General Description: This is an ongoing research project for predicting US 2012 presidency election by analyzing conversations in Twitter.
Contributor: Kazem Jahanbakhsh
Implementation Period: September 25, 2012 - present
Problem Description, Motivation, & Methodology:
US election is happening in one month and there is a huge amount of conversations is going on in the web and in particular in social media. The question that I had in my mind was to tap into the available data from web and test to see if we can find any interetsing pattern in the ongoing conversations. This becomes very interesting when someone aims to use the public data out there to predict the future. For now, I just concentrate on some high level analysis to see if we can observe anything interetsing in data. My methodology is simple: (1) collect the data, (2) use machine learning algorithms to mine/analyze data, (3) visualize the results. In the following I'l go through these three steps one by one. Below is the list of contents that you are going to read in the rest of this article:
I- Collecting Data from Twitter
II- Sentiment Analysis of Tweets
III- Political Tweets Polarity Results
IV- More on Sentiment Analysis Algorithm
V- Frequencies of Political Tweets
VI- Geographical Distribution of Political Tweets
VII- Temporal Changes in Frequent Words
I- Collecting Data from Twitter:
II- Sentiment Analysis of Tweets:
The second step is to use statistical analysis and machine learning techniques to analyze the collected tweets. I was very interested in seeing how people tweet about both candidates: Obama and Romney. Thus, I decided to run sentiment analysis on top of the collected data in order to find out tweets polarity (if they are positive or negative). For doing so, I decided to use the "Naive Bayes" classifier in order to compute the sign of tweets (+/-) where positive means that a tweet supports the corresponding candidate whereas negative mean opposite.

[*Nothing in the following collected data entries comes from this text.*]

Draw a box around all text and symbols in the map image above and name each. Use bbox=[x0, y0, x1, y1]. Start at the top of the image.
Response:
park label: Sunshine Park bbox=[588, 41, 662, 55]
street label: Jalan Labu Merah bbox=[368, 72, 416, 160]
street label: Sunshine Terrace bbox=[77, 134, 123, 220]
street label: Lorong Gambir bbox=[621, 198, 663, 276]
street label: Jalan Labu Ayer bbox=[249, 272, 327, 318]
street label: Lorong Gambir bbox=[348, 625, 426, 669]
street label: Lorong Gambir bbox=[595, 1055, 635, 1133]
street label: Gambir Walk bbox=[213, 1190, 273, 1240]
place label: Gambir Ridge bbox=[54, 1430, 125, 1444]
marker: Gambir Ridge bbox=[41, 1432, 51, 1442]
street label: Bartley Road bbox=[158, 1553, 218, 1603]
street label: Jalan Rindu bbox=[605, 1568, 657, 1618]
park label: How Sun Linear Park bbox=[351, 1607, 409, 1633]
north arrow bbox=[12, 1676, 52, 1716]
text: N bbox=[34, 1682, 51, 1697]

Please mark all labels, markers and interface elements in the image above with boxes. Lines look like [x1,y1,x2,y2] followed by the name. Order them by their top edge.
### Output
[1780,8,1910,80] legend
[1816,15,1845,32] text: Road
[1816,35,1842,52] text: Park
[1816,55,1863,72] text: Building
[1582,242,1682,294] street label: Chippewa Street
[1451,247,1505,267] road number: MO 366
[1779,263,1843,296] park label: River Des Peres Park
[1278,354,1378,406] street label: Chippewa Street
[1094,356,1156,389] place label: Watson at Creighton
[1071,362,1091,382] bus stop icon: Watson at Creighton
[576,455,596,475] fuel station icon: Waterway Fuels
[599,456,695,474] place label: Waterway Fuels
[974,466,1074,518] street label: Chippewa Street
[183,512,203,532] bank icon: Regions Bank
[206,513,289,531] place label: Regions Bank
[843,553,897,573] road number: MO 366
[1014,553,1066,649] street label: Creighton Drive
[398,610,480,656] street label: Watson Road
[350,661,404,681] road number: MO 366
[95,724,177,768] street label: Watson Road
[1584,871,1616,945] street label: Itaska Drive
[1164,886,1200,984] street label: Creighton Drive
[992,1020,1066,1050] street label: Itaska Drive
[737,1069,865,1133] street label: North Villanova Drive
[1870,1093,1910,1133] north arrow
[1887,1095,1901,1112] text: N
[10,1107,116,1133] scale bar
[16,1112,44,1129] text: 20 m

I use the NLTK Python package for NLP phase . To train the classifier I used the date collected by people from Cornell university where they have published polarity data for imdb reviews .
I faced a few challenges while doing sentiment analysis. First, the dictionary words people use to review movies differs from the language people use to express their opinion regard to a candidate in a condensed way. Thus, the first question is how accurate our perdiction will be if we use the imdb review dataset for training the classifier. Let's check an example tweet:
Tweet: "If Obama doesn't win I'm F..D"
If I feed above tweet to my classifier, it gives it a "-" sign for Obama; however, the above tweet is actually positive for Obama. The reason that our classifier failed to detect the right polarity is that the whole meaning of sentence is negative but considering the garmmer of sentence, it's actually positive. To fix this issue, we should use more sophisticated classifier than Naive Bayes. We actually need an algorithm that not only considers the polarity of words for compuring the whole tweet polarity, but it also has to take into account the relationship between words and the roles of words in the sentence.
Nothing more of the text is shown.